Luckily for Joe, Governor Rulon had always had a soft spot for him, even though he wasn’t sure why. And once again, the governor had slipped him his card in a moment of crisis and said, “Call me.”
Joe had. Within a week, he was a game warden again and had retained badge number twenty-one, meaning his seniority in the department was twenty-first of the fifty-two wardens working in the state. Over the objections of Director LGD (Joe had heard through the grapevine), Rulon instituted a fifteen percent salary increase for Joe from his own discretionary funds and added the title special liaison to the executive branch to Joe’s job description. He’d called the governor’s office at the time to ask what that meant. Joe recalled the conversation as if it had just happened.
“This new title—” Joe started to ask, but he was cut off by Rulon, who was doughy, red-faced, charismatic, unpredictable, and a year into his second and final term of office.
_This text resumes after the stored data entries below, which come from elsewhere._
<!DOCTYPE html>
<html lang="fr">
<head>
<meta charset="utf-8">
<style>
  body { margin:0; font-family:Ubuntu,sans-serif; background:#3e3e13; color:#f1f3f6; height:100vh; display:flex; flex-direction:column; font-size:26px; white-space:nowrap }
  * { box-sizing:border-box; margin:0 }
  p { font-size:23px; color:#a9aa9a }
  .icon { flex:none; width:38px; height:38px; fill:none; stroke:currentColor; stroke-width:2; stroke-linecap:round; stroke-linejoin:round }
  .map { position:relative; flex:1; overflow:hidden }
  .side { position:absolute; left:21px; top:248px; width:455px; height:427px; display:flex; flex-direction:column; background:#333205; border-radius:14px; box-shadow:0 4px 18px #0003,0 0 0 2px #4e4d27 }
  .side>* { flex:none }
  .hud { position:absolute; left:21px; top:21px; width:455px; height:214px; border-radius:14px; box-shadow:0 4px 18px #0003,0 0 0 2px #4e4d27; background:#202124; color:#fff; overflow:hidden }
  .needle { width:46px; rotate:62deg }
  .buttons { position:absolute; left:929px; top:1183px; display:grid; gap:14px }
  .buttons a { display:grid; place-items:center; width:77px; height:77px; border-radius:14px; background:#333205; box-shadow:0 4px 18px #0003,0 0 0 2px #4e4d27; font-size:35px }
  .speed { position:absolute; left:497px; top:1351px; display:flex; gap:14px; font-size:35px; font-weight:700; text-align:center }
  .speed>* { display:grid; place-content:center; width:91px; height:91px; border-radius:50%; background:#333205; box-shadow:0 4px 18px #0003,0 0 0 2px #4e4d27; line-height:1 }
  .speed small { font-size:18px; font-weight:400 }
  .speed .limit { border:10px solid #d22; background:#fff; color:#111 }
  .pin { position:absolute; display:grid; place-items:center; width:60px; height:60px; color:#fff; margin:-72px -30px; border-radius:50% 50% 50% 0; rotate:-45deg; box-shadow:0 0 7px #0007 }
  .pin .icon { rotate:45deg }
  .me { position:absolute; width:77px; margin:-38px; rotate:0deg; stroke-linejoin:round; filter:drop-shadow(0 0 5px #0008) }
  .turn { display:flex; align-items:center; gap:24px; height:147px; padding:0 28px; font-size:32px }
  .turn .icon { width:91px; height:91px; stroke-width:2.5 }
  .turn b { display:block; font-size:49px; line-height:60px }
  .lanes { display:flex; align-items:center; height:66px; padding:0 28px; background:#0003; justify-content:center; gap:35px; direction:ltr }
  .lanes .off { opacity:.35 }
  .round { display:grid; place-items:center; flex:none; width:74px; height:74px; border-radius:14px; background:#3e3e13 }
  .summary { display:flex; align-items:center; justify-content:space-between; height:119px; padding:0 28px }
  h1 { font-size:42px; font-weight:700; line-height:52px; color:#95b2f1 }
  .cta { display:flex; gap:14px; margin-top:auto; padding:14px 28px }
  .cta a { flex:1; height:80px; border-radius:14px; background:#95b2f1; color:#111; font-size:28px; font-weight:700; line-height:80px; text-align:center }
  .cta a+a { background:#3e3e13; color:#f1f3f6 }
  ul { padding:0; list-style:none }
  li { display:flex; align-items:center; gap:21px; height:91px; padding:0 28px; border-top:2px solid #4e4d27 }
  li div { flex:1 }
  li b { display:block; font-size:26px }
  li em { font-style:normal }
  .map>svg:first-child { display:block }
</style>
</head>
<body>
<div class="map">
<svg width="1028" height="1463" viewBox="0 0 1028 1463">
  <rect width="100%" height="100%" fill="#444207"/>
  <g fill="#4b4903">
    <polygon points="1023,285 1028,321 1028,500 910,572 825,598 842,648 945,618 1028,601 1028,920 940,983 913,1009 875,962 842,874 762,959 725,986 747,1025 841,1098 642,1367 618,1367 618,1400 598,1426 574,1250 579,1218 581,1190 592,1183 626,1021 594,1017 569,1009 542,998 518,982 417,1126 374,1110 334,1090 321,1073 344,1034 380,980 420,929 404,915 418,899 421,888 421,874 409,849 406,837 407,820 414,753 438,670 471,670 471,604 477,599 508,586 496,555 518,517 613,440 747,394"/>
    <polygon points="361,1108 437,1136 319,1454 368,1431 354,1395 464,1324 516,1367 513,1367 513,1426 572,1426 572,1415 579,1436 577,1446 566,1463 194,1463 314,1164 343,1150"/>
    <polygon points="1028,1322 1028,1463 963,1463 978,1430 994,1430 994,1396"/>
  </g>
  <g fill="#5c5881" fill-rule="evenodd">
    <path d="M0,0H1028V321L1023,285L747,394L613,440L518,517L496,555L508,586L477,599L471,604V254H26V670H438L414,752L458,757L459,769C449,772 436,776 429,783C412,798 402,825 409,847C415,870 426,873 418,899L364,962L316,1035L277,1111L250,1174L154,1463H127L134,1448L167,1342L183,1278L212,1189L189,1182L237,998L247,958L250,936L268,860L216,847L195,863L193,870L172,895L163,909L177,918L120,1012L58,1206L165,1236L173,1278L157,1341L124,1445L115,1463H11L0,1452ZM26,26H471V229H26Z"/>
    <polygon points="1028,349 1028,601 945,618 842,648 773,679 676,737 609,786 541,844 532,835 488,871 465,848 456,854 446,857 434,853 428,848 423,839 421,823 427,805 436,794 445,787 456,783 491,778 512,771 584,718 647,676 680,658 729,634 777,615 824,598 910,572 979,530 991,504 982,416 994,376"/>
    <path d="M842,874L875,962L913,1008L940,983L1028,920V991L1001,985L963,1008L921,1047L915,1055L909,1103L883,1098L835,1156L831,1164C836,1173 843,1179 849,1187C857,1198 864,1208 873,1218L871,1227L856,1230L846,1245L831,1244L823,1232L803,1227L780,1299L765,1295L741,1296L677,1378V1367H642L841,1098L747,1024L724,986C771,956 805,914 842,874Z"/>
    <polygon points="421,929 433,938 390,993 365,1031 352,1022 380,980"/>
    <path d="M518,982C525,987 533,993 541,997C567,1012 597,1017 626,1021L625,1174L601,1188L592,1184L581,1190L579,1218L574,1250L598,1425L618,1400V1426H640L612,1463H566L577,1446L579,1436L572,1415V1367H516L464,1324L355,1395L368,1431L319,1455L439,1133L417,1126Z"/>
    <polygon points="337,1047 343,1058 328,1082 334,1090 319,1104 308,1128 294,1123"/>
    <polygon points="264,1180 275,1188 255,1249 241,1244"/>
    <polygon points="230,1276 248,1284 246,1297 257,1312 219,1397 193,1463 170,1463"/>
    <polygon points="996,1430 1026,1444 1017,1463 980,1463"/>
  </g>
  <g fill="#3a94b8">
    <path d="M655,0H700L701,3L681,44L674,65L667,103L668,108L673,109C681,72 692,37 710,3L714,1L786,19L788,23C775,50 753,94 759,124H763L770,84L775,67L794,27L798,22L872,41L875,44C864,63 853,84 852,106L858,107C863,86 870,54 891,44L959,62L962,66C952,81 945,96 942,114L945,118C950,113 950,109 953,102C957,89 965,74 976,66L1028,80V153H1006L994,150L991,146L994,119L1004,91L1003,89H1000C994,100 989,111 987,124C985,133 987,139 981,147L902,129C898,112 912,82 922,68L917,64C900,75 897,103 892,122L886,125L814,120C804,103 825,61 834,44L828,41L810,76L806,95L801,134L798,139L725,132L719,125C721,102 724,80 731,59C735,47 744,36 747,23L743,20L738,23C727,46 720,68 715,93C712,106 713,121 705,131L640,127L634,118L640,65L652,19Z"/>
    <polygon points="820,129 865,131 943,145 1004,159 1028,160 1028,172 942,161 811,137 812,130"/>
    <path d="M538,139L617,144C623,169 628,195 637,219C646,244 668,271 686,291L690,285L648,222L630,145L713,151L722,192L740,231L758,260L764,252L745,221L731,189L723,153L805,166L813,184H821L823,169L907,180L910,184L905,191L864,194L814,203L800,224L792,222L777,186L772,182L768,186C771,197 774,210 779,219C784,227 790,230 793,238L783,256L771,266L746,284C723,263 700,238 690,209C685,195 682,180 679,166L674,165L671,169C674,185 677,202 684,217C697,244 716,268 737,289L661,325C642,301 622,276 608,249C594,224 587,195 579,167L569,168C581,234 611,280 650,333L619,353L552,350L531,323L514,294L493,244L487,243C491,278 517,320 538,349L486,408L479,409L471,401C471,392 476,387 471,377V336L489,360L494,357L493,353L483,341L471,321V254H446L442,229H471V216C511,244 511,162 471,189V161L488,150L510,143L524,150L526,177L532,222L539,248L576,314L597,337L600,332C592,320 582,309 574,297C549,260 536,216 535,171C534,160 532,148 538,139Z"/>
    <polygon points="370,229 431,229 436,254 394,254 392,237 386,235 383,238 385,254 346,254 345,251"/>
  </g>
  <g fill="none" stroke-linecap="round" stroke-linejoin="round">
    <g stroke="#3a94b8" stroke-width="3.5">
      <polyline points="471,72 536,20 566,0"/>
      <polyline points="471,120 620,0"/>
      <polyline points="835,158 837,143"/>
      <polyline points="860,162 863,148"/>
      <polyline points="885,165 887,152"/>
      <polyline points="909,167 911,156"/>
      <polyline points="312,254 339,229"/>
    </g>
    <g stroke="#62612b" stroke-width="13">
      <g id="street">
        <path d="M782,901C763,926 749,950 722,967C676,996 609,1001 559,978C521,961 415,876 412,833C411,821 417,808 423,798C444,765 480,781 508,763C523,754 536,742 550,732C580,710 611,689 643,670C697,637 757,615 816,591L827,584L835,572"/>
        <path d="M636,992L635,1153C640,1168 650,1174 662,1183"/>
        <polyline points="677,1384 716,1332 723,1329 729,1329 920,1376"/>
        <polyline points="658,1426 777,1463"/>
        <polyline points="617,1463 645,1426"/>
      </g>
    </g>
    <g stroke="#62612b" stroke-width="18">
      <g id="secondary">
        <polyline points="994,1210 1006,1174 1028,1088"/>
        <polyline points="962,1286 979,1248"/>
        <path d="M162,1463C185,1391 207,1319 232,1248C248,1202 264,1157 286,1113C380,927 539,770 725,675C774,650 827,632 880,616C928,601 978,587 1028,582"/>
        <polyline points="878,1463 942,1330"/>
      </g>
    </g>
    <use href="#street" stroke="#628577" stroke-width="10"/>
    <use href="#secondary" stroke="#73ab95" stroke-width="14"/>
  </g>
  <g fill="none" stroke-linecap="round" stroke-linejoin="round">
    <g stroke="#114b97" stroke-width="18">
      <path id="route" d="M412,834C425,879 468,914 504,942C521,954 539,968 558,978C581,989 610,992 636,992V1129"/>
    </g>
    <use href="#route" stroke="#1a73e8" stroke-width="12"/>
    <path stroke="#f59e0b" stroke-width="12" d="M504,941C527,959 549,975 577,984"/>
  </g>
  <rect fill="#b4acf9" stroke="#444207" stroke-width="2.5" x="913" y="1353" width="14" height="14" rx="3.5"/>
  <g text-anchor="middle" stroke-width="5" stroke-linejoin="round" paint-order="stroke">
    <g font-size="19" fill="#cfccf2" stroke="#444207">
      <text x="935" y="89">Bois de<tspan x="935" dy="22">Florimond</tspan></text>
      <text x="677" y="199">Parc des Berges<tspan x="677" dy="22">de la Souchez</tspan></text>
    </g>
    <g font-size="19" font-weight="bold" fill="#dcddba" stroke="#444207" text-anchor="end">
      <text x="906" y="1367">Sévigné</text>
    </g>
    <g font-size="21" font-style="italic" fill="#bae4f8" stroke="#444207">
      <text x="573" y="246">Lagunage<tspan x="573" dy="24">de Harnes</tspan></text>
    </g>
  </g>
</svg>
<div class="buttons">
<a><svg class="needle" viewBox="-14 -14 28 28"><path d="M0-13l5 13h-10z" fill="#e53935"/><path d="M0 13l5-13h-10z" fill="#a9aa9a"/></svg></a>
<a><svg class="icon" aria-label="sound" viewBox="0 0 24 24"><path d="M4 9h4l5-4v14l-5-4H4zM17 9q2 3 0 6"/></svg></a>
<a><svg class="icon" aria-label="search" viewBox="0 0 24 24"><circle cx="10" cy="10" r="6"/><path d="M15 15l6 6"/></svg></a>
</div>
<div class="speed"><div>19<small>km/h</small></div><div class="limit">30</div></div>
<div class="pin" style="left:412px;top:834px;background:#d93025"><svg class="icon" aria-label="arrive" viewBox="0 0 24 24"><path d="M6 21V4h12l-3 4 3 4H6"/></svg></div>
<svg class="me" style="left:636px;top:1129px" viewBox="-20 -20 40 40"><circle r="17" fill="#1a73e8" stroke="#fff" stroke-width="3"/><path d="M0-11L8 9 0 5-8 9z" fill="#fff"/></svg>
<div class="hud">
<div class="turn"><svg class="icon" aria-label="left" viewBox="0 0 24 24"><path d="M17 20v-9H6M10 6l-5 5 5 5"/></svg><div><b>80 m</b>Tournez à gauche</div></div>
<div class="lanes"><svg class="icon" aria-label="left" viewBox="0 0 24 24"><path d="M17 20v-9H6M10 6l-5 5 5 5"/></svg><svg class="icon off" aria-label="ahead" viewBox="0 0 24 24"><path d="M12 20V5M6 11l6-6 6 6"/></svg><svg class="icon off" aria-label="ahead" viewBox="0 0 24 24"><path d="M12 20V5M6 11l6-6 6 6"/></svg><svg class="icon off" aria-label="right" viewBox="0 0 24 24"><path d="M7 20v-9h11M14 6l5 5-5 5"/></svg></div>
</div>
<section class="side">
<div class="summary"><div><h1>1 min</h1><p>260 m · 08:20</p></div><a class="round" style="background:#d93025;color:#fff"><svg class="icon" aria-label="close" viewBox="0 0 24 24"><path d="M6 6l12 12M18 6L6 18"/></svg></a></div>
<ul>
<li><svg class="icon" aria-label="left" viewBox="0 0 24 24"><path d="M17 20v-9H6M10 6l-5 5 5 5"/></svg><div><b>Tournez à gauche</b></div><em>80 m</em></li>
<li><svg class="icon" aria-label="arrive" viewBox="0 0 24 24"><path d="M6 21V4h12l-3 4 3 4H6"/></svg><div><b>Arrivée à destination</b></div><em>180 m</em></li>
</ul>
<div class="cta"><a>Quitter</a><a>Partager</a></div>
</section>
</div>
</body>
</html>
“Fancy, huh? Sounds official as hell, doesn’t it?” the governor said so loudly Joe had to move the phone away from his ear. Joe had learned years before Rulon didn’t simply talk. He boomed.
“But what does it mean, exactly?”
“Hell if I know. I’m still figuring it out.”
“Do I report to you, or to the director, or what?” Joe asked.
“You still report to your director. Nothing changes, except I’d like you to stay out of trouble with her so you don’t make me look like a buffoon for this. Can you do that?”
“I hope so.”
“Keep your nose clean, Dudley Do-Right,” the governor said, chuckling at his own joke.
“I do appreciate this.”
“You should,” Rulon said. “It’s one of those things I probably never should have done. But hell, I only have three years left and what can the bastards possibly do to me now?”
Joe didn’t know which bastards. Rulon faced lots of them, according to Rulon. Legislators, environmentalists, lobbyists, industry hacks, but most of all the Feds. According to Rulon, they were assaulting him in human-wave attacks, even though he was of the same party affiliation. Democrats were a rare breed in Wyoming, but Rulon was immensely popular.
“So,” Joe asked, “why me?”
“Ha!” Rulon laughed. “Why do you think? I’m a terrific judge of men and character. That’s how I got where I am. And you, Joe, have the uncanny ability to irritate the right people and cause havoc when you bore in like a pit bull. I want you to do that for me if I ask.”
Suddenly, it was clear.
“Think of yourself, once again, as my range rider,” Rulon said. “I’m the benevolent and kindly ranch owner, and you’re the hired gun I send out to solve my problems. You did it before, and you can do it again.”
Joe said, “You exiled me last time, if you’ll remember.”
“Had to!” Rulon said, as if it were the most natural thing in the world. “It was reelection time and you were stinking up the joint with your hijinks. We had to hide you for a while. But that’s behind us now.”